O regime tipo previsto no artigo 1108 do citado Código é o casamento, segundo o regime de comunhão de bens ou segundo o costume do pais, que é mais comum ou vulgar e, assim, geralmente seguido cá em Goa, mas umas vezes com a clausula de separação de bens, no caso da falta de prole sobreviva.

Isso demonstra que esse regime de casamento era o adoptado pelo povo em geral, não só em Goa, mas em toda a parte do território português, no qual ficava abrangido tanto Portugal, como as colónias portuguesas entre as quais figurava o antigo Estado da Índia, até a sua libertação.
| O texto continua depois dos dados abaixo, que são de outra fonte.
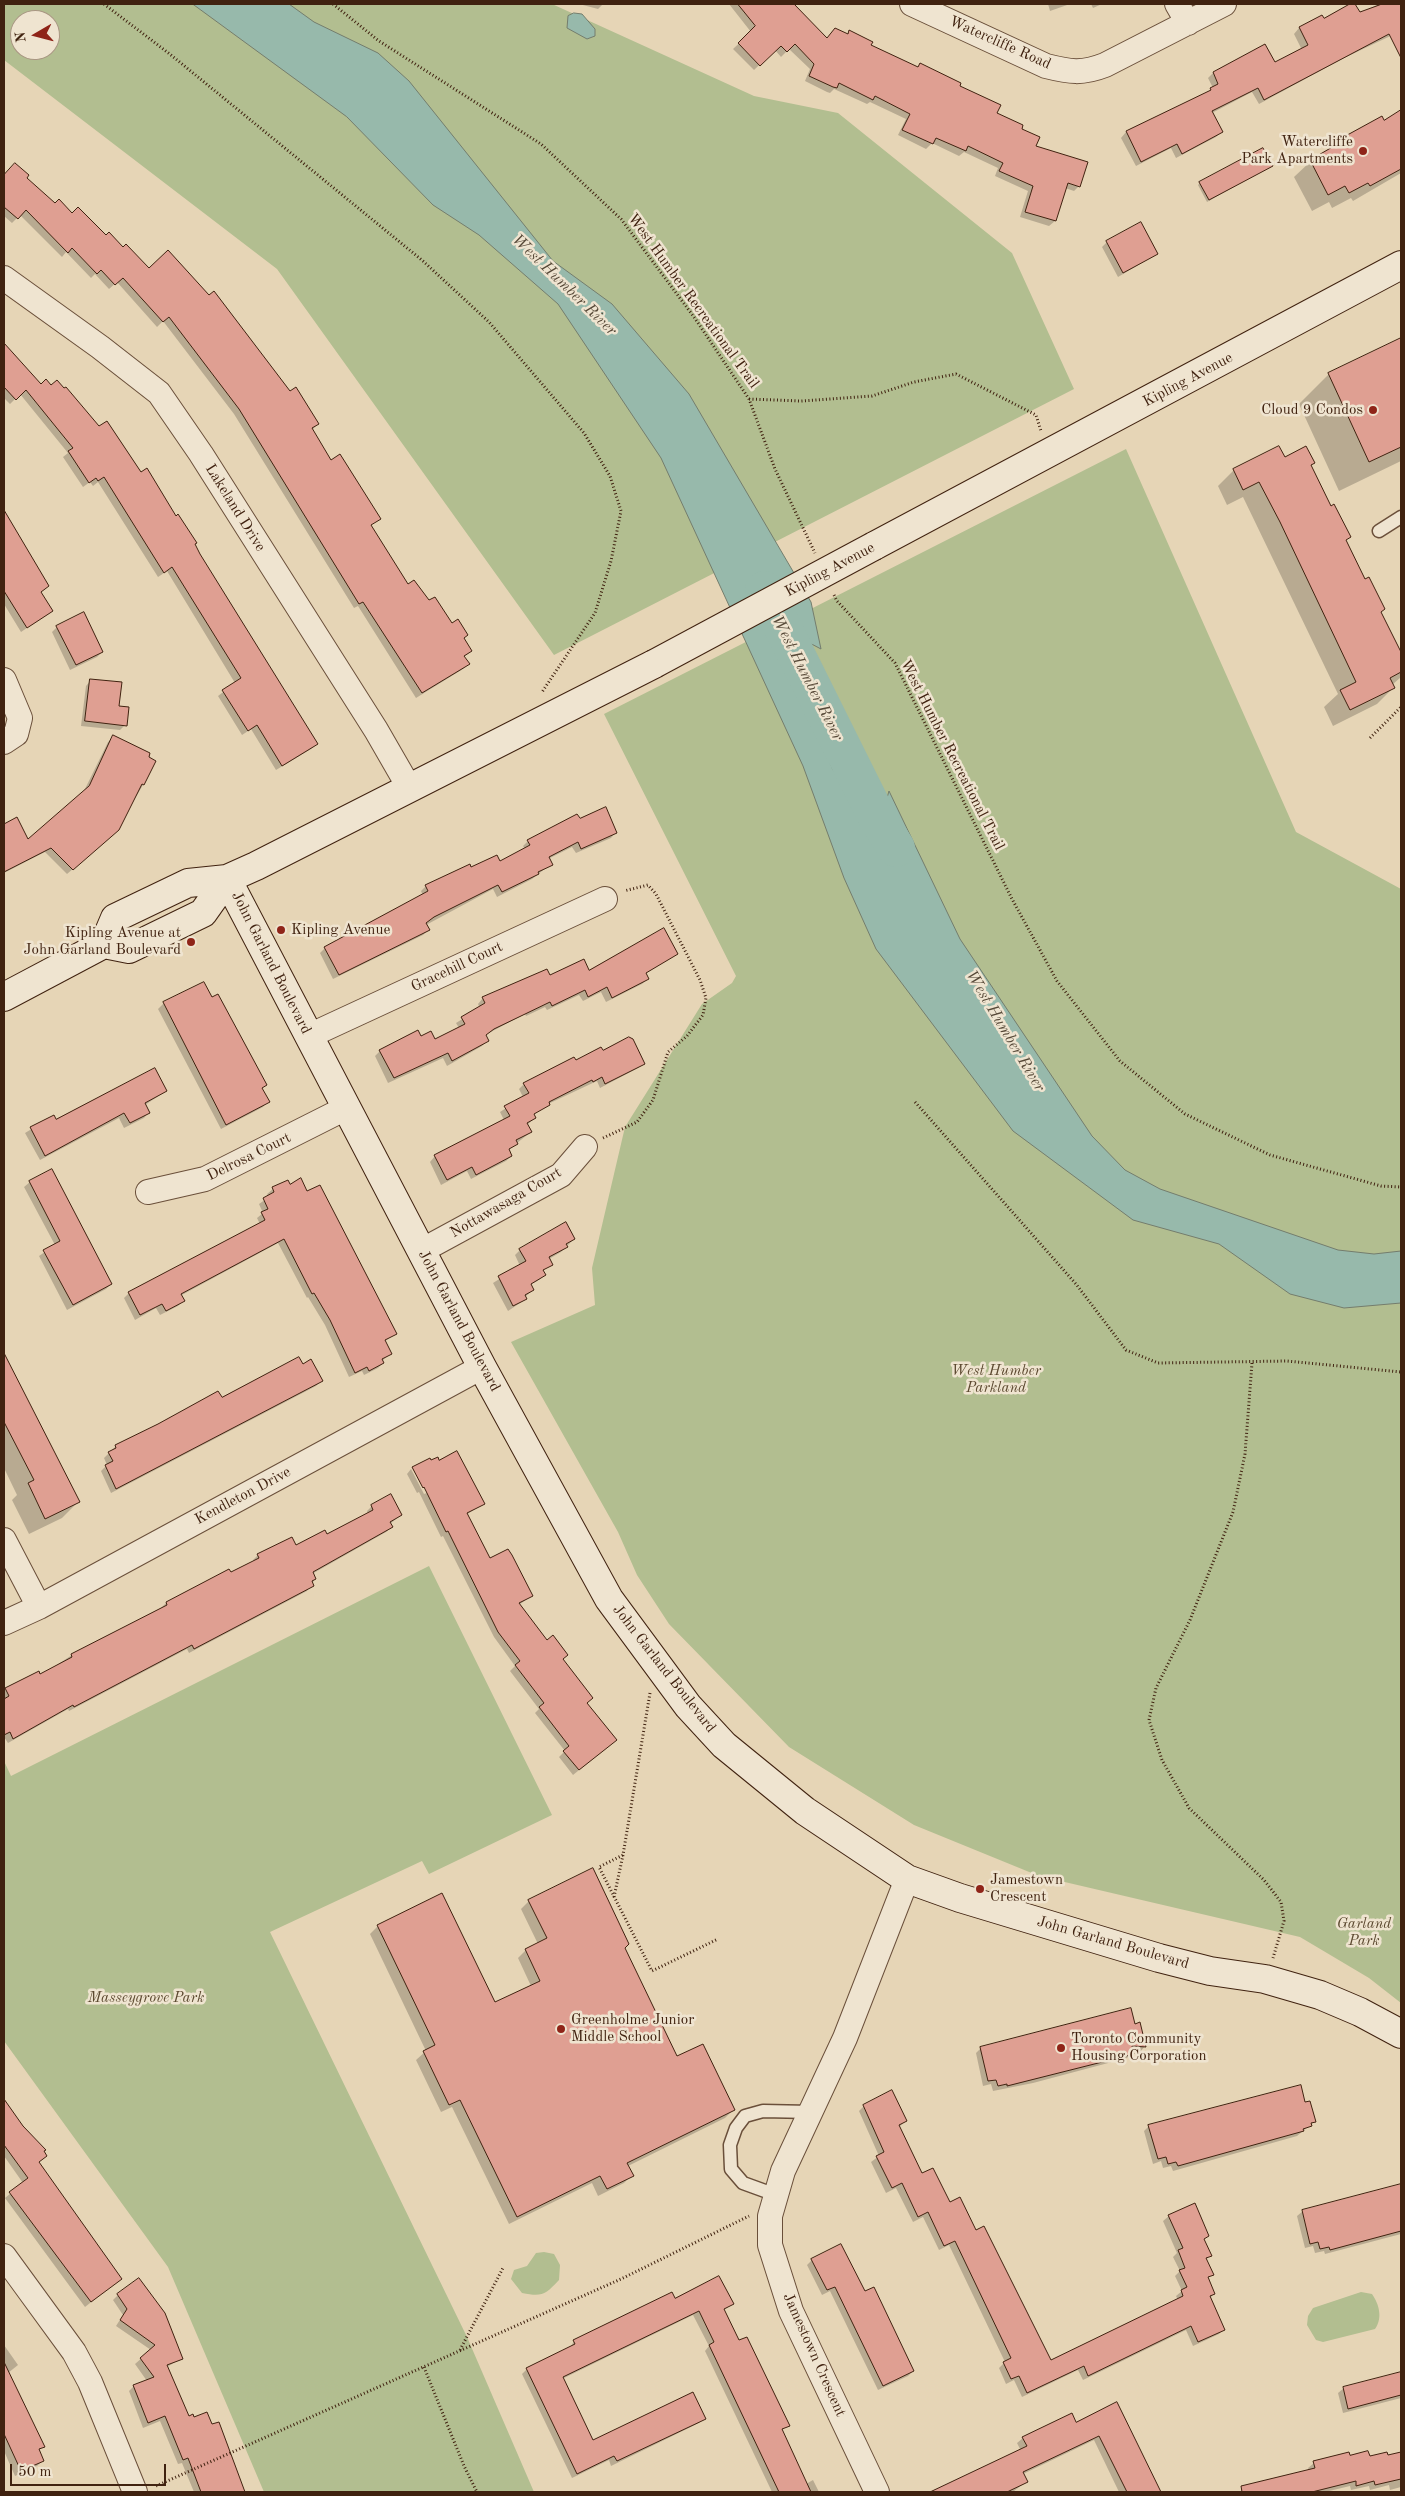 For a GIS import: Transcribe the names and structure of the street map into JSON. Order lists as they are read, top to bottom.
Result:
{
  "streets": {
    "street": [
      "Watercliffe Road",
      "Kipling Avenue",
      "Lakeland Drive",
      "John Garland Boulevard",
      "Gracehill Court",
      "Delrosa Court",
      "Nottawasaga Court",
      "Kendleton Drive",
      "Jamestown Crescent"
    ],
    "path": ["West Humber Recreational Trail"]
  },
  "crossings": [
    ["Kipling Avenue", "Lakeland Drive"],
    ["Kipling Avenue", "John Garland Boulevard"],
    ["John Garland Boulevard", "Gracehill Court"],
    ["John Garland Boulevard", "Delrosa Court"],
    ["John Garland Boulevard", "Nottawasaga Court"],
    ["John Garland Boulevard", "Kendleton Drive"],
    ["John Garland Boulevard", "Jamestown Crescent"]
  ],
  "water": ["West Humber River"],
  "parks": ["West Humber Parkland", "Garland Park", "Masseygrove Park"],
  "places": [
    "Watercliffe Park Apartments",
    "Cloud 9 Condos",
    "Kipling Avenue",
    "Kipling Avenue at John Garland Boulevard",
    "Jamestown Crescent",
    "Greenholme Junior Middle School",
    "Toronto Community Housing Corporation"
  ],
  "scale_bar": "50 m",
  "north": "left"
}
Não é, portanto, verdade que o casamento segundo o regime dotal fosse ou seja o mais vulgar aqui.

Consequentemente, tudo quanto disse Sra. D. Berta na sua palestra em causa, e ensinou o grande Mestre Cunha Gonçalves, no seu Tratado de Direito Civil, no tocante ao regime dotal não tem relevância tratando-se do regime seguido pela grande maioria da população de Goa, Damão e Diu.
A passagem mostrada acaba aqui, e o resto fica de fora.